Musings Of A Confused Agnostic

December 22, 2010

Does man actually need to protect god and religion?

"Each one prays to God according to his own light." - Mahatma Gandhi

Religion is such a wonderful concept. When Karnataka was hit by massive floods, I remember, how generously people helped in the rehabilitation of the homeless. They held a strong belief that if they help people, God will help them when they are in need.

The same religious beliefs, over time, have led to immense problems. Fundamentalism, riots, conspiracies, treachery - people commit every crime in the name of religion. As a young boy, I was always confused by the concept of religion.

To date, I don’t know if I am atheist or a believer of a supreme power. Maybe, I am an agnostic at heart. But recently, I devised a theory, which has helped me answer many questions that have long since disturbed me.
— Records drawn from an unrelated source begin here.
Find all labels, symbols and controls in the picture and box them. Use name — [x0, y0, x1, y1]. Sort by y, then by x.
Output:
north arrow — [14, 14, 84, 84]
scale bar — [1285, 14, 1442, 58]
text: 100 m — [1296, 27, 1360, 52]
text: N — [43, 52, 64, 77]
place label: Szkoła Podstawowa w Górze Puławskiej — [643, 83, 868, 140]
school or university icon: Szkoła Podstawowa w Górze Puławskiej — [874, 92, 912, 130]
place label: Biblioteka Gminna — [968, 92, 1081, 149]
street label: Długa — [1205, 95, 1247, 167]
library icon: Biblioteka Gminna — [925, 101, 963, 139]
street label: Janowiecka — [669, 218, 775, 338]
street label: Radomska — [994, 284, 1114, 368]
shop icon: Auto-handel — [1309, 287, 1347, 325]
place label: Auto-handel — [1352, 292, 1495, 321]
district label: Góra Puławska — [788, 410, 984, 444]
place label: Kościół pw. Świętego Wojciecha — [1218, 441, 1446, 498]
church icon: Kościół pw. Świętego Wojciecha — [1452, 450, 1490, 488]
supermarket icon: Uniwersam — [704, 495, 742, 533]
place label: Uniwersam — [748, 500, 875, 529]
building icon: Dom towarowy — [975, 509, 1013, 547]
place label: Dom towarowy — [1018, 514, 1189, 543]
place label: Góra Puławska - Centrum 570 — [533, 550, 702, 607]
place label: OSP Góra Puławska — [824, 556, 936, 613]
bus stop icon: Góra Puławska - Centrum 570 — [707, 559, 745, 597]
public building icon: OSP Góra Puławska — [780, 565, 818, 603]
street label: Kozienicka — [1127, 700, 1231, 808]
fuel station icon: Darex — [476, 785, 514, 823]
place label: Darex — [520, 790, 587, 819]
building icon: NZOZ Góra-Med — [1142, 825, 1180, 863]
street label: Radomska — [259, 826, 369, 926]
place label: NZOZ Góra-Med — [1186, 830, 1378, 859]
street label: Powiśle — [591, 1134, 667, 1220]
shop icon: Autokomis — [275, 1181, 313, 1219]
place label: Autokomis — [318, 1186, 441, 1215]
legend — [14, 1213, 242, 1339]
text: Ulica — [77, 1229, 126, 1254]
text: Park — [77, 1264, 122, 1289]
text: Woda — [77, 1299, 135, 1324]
To understand the theory, you will have to understand the way I perceive ideologies. Whenever I think of a particular ideology, I sideline the man with whom the ideology is associated with, and tend to understand the ideology in its core form. I will explain why I do this. Non-violence is generally associated with Mahatma Gandhi. This shouldn't mean that non-violence was Gandhiji's invention. History has many other followers of non-violence (Gautam Buddha, King Ashoka). Ideology is much larger than the man. A man can have his or her own interests while simultaneously following an ideology. It is man who breeds politics that has its own peculiar engulfing effect. Let me explain this with a few example.

Socialism in its purest form is a beautiful idea. It is an economic order for keeping everyone happy. Whereas, Socialism + Politics = Communism (also Maoism, which have become mayhem for my nation).

Capitalism has its own merits. It is a natural law based on the survival of the fittest. But Capitalism + Politics = Imperialism. India has suffered long by British policies of imperialism.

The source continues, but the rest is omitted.